- [Saved entries]:
--

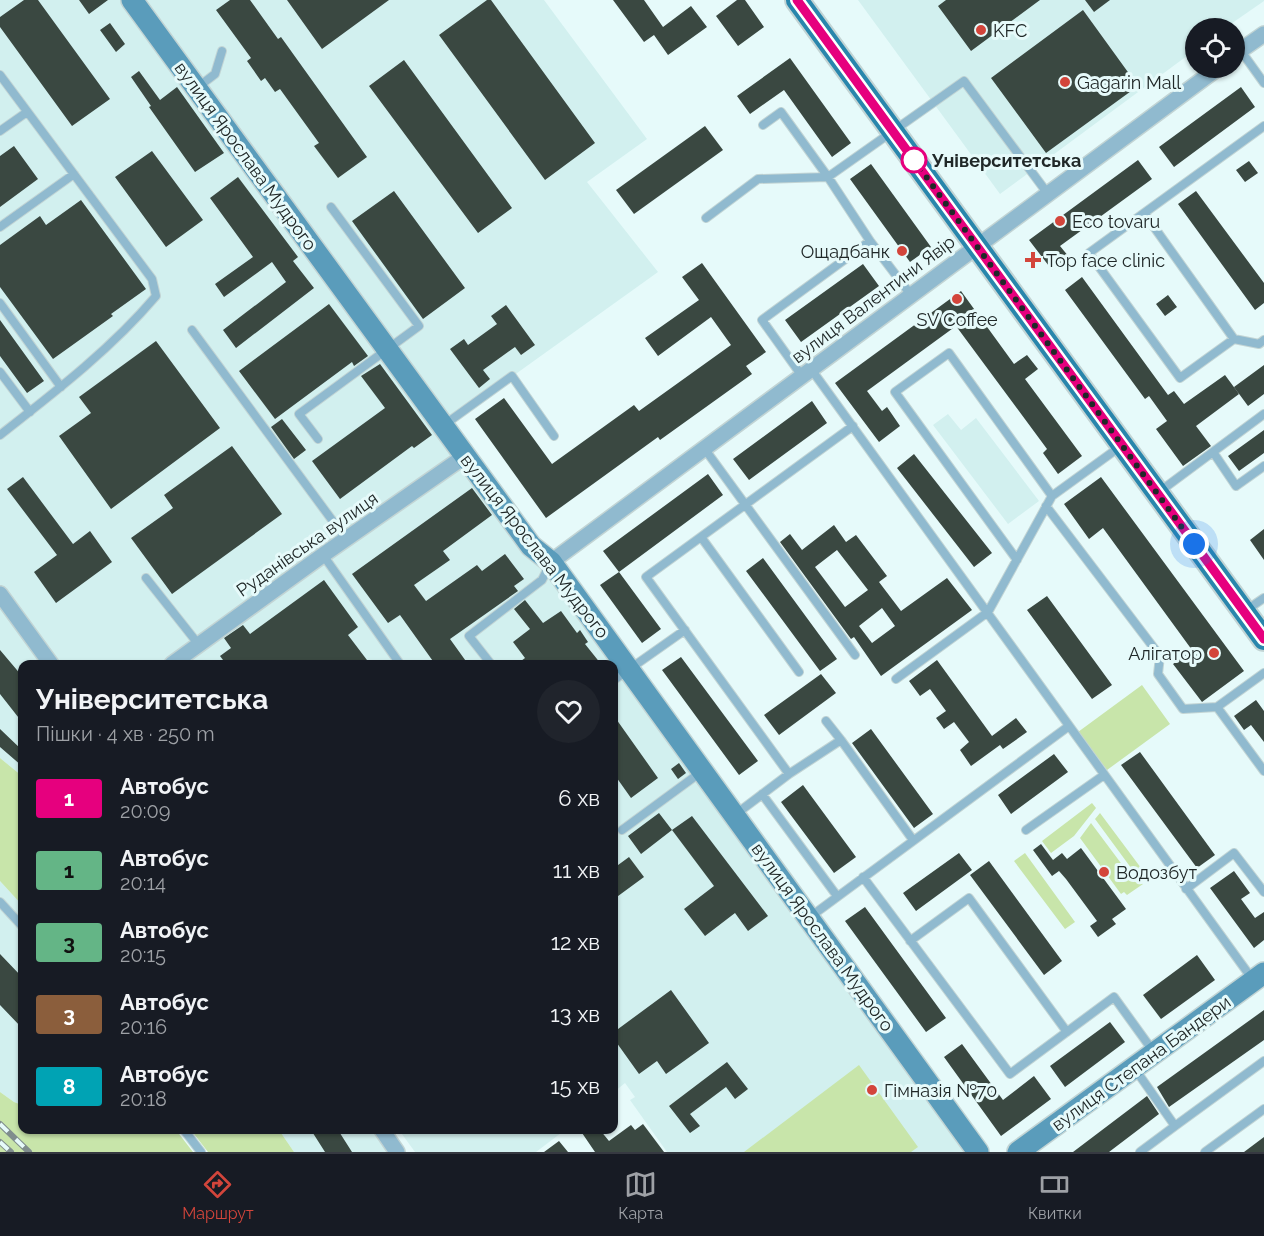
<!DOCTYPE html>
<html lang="uk">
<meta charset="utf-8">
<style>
body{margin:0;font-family:Raleway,sans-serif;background:#20242c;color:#f1f3f6;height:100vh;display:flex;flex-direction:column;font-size:22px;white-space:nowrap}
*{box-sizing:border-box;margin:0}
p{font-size:20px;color:#9ea1a6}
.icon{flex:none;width:33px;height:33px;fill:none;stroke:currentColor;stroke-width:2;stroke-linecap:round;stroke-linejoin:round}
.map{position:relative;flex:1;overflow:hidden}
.drawer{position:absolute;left:18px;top:660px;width:600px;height:474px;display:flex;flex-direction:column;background:#171b24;border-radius:12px;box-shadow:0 2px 4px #0004}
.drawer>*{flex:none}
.badge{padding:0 12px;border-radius:4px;font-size:21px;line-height:39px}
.fabs{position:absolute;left:1185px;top:18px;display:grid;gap:12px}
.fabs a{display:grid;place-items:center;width:60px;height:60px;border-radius:50%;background:#171b24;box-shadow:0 2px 4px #0004;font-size:30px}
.you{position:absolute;width:30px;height:30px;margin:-15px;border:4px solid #fff;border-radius:50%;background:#1a73e8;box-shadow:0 0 0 9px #1a73e833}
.map>.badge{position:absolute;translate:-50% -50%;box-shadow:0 0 0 3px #fff}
.round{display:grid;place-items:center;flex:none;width:63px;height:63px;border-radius:32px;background:#20242c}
.overview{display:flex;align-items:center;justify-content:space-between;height:102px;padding:0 18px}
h1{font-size:28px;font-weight:700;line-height:45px}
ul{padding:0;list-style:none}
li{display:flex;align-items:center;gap:18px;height:72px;padding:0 18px}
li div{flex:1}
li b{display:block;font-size:22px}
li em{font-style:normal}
li .badge{min-width:66px;font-weight:700;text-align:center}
.tabs{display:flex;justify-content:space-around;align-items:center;height:84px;border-top:2px solid #363941;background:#171b24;font-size:16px;color:#9ea1a6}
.tabs a{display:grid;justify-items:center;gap:3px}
.tabs .active{color:#d3453b}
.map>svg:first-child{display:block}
.built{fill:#d2f0ef}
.green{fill:#c8e5aa}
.building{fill:#3a4841;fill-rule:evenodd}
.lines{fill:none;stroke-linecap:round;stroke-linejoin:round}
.lane-casing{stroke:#c2d4d4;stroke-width:10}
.street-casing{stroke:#c2d4d4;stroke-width:18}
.secondary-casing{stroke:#c2d4d4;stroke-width:24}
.primary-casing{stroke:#c2d4d4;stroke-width:26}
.lane{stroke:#90bacf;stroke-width:8}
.street{stroke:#90bacf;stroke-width:15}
.secondary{stroke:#5a9cbb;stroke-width:21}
.primary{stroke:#2986ac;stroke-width:22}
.rail-casing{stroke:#7f8d8d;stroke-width:6}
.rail{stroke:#e6fafa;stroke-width:4;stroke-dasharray:11;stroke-linecap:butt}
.line-casing{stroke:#fff;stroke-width:14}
.line{stroke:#e6007e;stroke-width:9}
.walk{stroke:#202828;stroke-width:6;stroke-dasharray:0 10.8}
.poi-dot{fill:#d3453b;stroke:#e6fafa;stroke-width:2}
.stop-dot{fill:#fff;stroke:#e6007e;stroke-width:3}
.labels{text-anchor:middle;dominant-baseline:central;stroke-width:6;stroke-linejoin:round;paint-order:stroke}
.poi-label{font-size:18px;fill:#202828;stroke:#e6fafa;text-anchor:start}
.street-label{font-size:18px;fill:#202828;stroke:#e6fafa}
.stop-label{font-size:18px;font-weight:bold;fill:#202828;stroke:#e6fafa;text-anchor:start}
</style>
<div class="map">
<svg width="1264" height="1152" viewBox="0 0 1264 1152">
<rect width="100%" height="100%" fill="#e6fafa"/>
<path class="built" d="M0,0H544L647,139L587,182L658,272L443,426L978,1152H667L630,1100L635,1097L625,1083L614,1092V664H57L0,586Z
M858,0H1264V1L1225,28H1196L1195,50L1000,194Z
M948,414L961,430L976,418L1039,501L1008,524L933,425Z
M0,602L44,664H22V776L0,758Z
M0,881L22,905V1105L14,1102L0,1092Z
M279,1130H377L393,1152H294Z
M399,1130H565L536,1152H415Z"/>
<path class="green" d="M1142,685L1170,724L1107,770L1078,732Z
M0,758L22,776V905L0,881Z
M1092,803L1096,808L1074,836L1051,853L1042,841Z
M1100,813L1147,876H1137L1095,819Z
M1091,823L1135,882L1143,884L1127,895L1124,892L1121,894L1080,838Z
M1025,853L1075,922L1065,929L1014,861Z
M859,1065L918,1147L911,1152H744Z
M0,1092L14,1102L22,1105V1130H176L193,1152H0Z
M191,1130H279L294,1152H208Z"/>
<path class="building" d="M24,0H38L110,99L72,126L0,27V17Z
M79,0H108L89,14Z
M230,0H250L278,39L281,37L367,157L338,178L314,146L319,143L280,89L275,92L265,78L261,81L247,61L251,58L216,10Z
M287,0H389L322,49Z
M487,0H491L595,143L545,180L439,35Z
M613,0H644L663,27L691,6L707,27L668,55L654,35L644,42Z
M737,0H745L764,27L738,46L716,16Z
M946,0H1040L971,51L938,6Z
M1085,0H1110L1094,12Z
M1083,10L1138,86L1046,153L991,78Z
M110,23L125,44L116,52L100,30Z
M790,58L851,143L832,157L784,90L750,114L737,96Z
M404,60L512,208L478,233L369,86Z
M139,71L160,100L177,87L224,153L195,172L149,107L151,106L131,77Z
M1241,87L1255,107L1174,167L1159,147Z
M705,126L723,150L634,214L616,190Z
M14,146L38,179L0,207V156Z
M152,151L203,220L166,247L115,177Z
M1138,160L1152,179L1060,246L1069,257L1052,270L1029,240Z
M1249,161L1258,173L1245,182L1236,170Z
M871,164L931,247L910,262L850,179Z
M238,177L298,257L293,261L314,288L236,348L223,330L286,282L272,262L224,297L215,284L253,257L210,198Z
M394,191L465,288L423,319L352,221Z
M1196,191L1264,283V303L1255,310L1178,204Z
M81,200L146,289L111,314L113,316L53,359L0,287V245L40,216L46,225Z
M702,263L766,352L746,366L752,374L660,440L658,437L546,518L475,419L504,398L552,464L634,405L639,411L731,345L711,317L658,356L645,338L699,300L682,277Z
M863,264L879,286L801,342L785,320Z
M1082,277L1168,395L1174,391L1184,404L1225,375L1239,394L1196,426L1211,446L1183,466L1156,429L1167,421L1149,396L1145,399L1065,290Z
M961,291L1014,364L1027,355L1038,369L1025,379L1082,456L1058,474L1043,453L1047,449L956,326L867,391L882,411L887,407L900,426L879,442L835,383Z
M1168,295L1177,307L1165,316L1156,304Z
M329,304L368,356L354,366L352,362L275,419L239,371Z
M506,305L535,345L521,355L515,347L483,370L490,379L479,388L450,349L464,339L468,345L497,324L491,316Z
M0,320L44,381L27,393L0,356Z
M156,341L220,428L111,509L59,436L91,413L79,397Z
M380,364L432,435L414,448L412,446L340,499L312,461L385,408L361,376Z
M1264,365V394L1248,406L1234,387Z
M812,401L827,423L749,480L733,459Z
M282,419L306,450L294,459L271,427Z
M1264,430V453L1239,471L1228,456Z
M232,446L282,514L172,594L131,538L173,508L164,495Z
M914,454L992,553L974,567L897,468Z
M708,474L723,495L619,572L603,551Z
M23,477L73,544L90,531L112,562L56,603L34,572L57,555L7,489Z
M1101,477L1244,671L1202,702L1173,664L1192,650L1103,528L1089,539L1064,504Z
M472,488L492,515L443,551L450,560L414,585L426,601L477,565L482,571L505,554L524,579L514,586L518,591L450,639L468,664H435L400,615L388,623L352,574Z
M834,525L846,542L856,535L887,576L879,582L901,611L947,578L972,610L881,676L854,637L851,639L780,542L790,534L802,550ZM837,550L868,590L845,607L815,567ZM882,608L895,626L872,643L859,626Z
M1264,529V560L1250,540Z
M763,558L837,659L820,671L746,571Z
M619,572L661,629L642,643L600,585Z
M324,580L358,627L348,635L370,664H226L220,656L231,648L224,638L243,625L250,634Z
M1047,596L1112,685L1092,699L1027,610Z
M525,600L543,623L561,611L577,633L580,630L588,642L585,644L601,664H517L525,658L513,642L530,629L514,609Z
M0,650L22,676V722L0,694Z
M681,657L758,761L739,775L662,670Z
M937,660L992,736L1016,718L1027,732L1003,749L1000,745L971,766L960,750L969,742L954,722L944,729L936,718L946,711L930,689L920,696L909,681Z
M821,674L836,693L779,735L764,715Z
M1256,700L1264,711V742L1251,725L1244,730L1234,716Z
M614,716L658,778L631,798L614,774Z
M0,729L22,750V766L0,747Z
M871,729L933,814L914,828L852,743Z
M1140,752L1215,855L1197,868L1121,765Z
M1054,754L1068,772L1011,814L998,795Z
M679,763L686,773L678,779L671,769Z
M803,785L856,857L834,873L781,802Z
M659,813L672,830L641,854L628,836Z
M692,816L768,916L748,931L735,913L705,936L684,909L714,886L672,830Z
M1041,844L1053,860L1062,853L1067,859L1081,848L1126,909L1112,919L1116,924L1098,937L1090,926L1097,921L1066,879L1059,871L1052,876L1033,850Z
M959,853L972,870L916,911L903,893Z
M629,857L644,877L614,899V868Z
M989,861L1062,961L1044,975L970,875Z
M1234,871L1250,893L1241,899L1255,918L1264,912V940L1254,948L1210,888Z
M865,907L946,1018L926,1032L845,921Z
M0,954L22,977V1028L0,1005Z
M1197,955L1215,980L1161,1019L1143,995Z
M671,990L709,1043L666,1074L657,1061L639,1074L614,1039V1032Z
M1264,1010V1040L1169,1107L1157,1087Z
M1110,1022L1125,1042L1065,1087L1050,1066Z
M962,1044L1003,1100L1034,1076L1051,1099L1001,1136L944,1057Z
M727,1062L748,1089L735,1099L726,1087L690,1114L700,1126L690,1133L669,1106Z
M1147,1096L1159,1114L1109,1152H1073Z
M643,1124L664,1152H595L580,1130H600L609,1141L631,1125L635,1130Z
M311,1130H338L352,1152H325Z
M1264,1137V1152H1244Z
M559,1141L568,1152H544Z"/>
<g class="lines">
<g class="lane-casing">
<path id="lane" d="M1241,51L1264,83
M0,75L152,279L156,296C111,349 55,392 0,435
M198,87L215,74L222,51
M763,125L781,112L828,177L964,81L1048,194
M0,131L27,112
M1144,213L1234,339L1259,344L1264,340
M706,218L758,179L828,177L870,241
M0,227L74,174
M0,303L61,387
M192,330L346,539
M1234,339L1180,378L1089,253L1264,126
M811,369L1253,980
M0,372L30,412
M802,376L762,320L870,241L911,295
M444,425L512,376L554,436
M318,439L299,414L419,326L331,207
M704,448L855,655
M1213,452L1236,486L1264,466
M1159,492L1264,414
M1046,506L1160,656L1158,674L1183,709L1217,707
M701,537L799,672
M323,555L400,664
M1017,560L895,392L949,353L1052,496
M146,578L199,645
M1245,611L1264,598
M491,664L469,636L542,580L550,564
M1264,673L1217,707L1264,771
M896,679L988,612L1052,496L1121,446
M614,680L685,630
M841,740L913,840
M789,774L646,577L853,426
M762,794L837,896
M736,814L789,774L841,740L826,721
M622,830L701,772
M1026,830L1104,775
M863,877L1010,1074L1114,997L1153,1051
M1186,889L1234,853L1264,892
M0,902L22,926
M810,917L1069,726
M910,941L969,898L1067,1032
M1135,1069L1175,1126L1140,1152
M1175,1126L1264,1061
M184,1130L201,1152
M1205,1152L1264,1109"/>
</g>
<g class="street-casing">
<path id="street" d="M1234,55L1264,34
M551,562L1218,68
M0,594L51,664
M172,664L323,555L465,456
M382,1130L397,1152"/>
</g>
<g class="secondary-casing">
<path id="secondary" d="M132,0L531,546L551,562L978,1152
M1018,1152L1264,973"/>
</g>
<g class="primary-casing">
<path id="primary" d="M797,0L1264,639"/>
</g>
<use href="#lane" class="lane"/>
<use href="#street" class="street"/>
<use href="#secondary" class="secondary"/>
<use href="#primary" class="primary"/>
<g class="rail-casing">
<path id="rail" d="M0,1124L29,1152
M0,1142L11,1152"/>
</g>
<use href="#rail" class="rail"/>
</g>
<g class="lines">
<g class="line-casing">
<path id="line" d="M797,0L1264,639"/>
</g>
<use href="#line" class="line"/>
<path class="walk" d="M914,160L1194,544"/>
</g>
<g class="poi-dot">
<circle cx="981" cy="30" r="6"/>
<circle cx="1065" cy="82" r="6"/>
<circle cx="1060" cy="221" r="6"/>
<circle cx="902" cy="251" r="6"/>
<path d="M1030 251h6v6h6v6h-6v6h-6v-6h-6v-6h6z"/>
<circle cx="957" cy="299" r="6"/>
<circle cx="1214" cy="653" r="6"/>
<circle cx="1104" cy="872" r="6"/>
<circle cx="872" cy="1090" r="6"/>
</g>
<circle class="stop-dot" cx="914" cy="160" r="12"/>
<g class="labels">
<g class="poi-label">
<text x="993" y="30">KFC</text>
<text x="1077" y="82">Gagarin Mall</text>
<text x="1072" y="221">Eco tovaru</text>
<text x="890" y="251" text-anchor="end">Ощадбанк</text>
<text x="1046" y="260">Top face clinic</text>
<text x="957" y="319" text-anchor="middle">SV Coffee</text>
<text x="1202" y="653" text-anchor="end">Алігатор</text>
<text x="1116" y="872">Водозбут</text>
<text x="884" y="1090">Гімназія №70</text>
</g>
<g class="street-label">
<text transform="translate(246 156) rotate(54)">вулиця Ярослава Мудрого</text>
<text transform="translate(873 299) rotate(-37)">вулиця Валентини Явір</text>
<text transform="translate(307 544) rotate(-35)">Руданівська вулиця</text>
<text transform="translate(535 546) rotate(52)">вулиця Ярослава Мудрого</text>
<text transform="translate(823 937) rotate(54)">вулиця Ярослава Мудрого</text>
<text transform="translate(1141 1063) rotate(-36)">вулиця Степана Бандери</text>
</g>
<g class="stop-label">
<text x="932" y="160">Університетська</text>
</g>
</g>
</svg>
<div class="fabs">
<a><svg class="icon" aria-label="locate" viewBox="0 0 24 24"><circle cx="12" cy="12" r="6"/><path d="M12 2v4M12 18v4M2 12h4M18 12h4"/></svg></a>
</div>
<div class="you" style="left:1194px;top:544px"></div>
<section class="drawer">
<div class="overview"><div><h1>Університетська</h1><p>Пішки · 4 хв · 250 m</p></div><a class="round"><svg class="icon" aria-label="heart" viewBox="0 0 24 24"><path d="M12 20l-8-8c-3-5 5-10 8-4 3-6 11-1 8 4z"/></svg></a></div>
<ul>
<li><span class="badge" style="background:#e6007e;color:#fff">1</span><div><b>Автобус</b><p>20:09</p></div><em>6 хв</em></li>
<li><span class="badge" style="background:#64b586;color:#111">1</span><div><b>Автобус</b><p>20:14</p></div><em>11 хв</em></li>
<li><span class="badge" style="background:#64b586;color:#111">3</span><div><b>Автобус</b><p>20:15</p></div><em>12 хв</em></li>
<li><span class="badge" style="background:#8b5e3c;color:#fff">3</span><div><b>Автобус</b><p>20:16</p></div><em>13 хв</em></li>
<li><span class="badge" style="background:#00a3b4;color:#fff">8</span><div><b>Автобус</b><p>20:18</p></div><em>15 хв</em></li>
</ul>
</section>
</div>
<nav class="tabs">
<a class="active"><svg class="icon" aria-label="directions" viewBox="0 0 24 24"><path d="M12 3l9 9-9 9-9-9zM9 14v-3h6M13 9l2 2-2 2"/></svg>Маршрут</a>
<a><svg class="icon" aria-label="map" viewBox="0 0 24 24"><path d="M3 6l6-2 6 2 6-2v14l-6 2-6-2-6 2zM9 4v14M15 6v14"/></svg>Карта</a>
<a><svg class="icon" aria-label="tickets" viewBox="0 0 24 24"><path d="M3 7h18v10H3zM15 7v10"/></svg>Квитки</a>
</nav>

--

- [WORK REQUEST]: Using the entries above, work out the number of lines containing the string "fabs", and supply only that number.

- [WRITTEN RESPONSE]: 3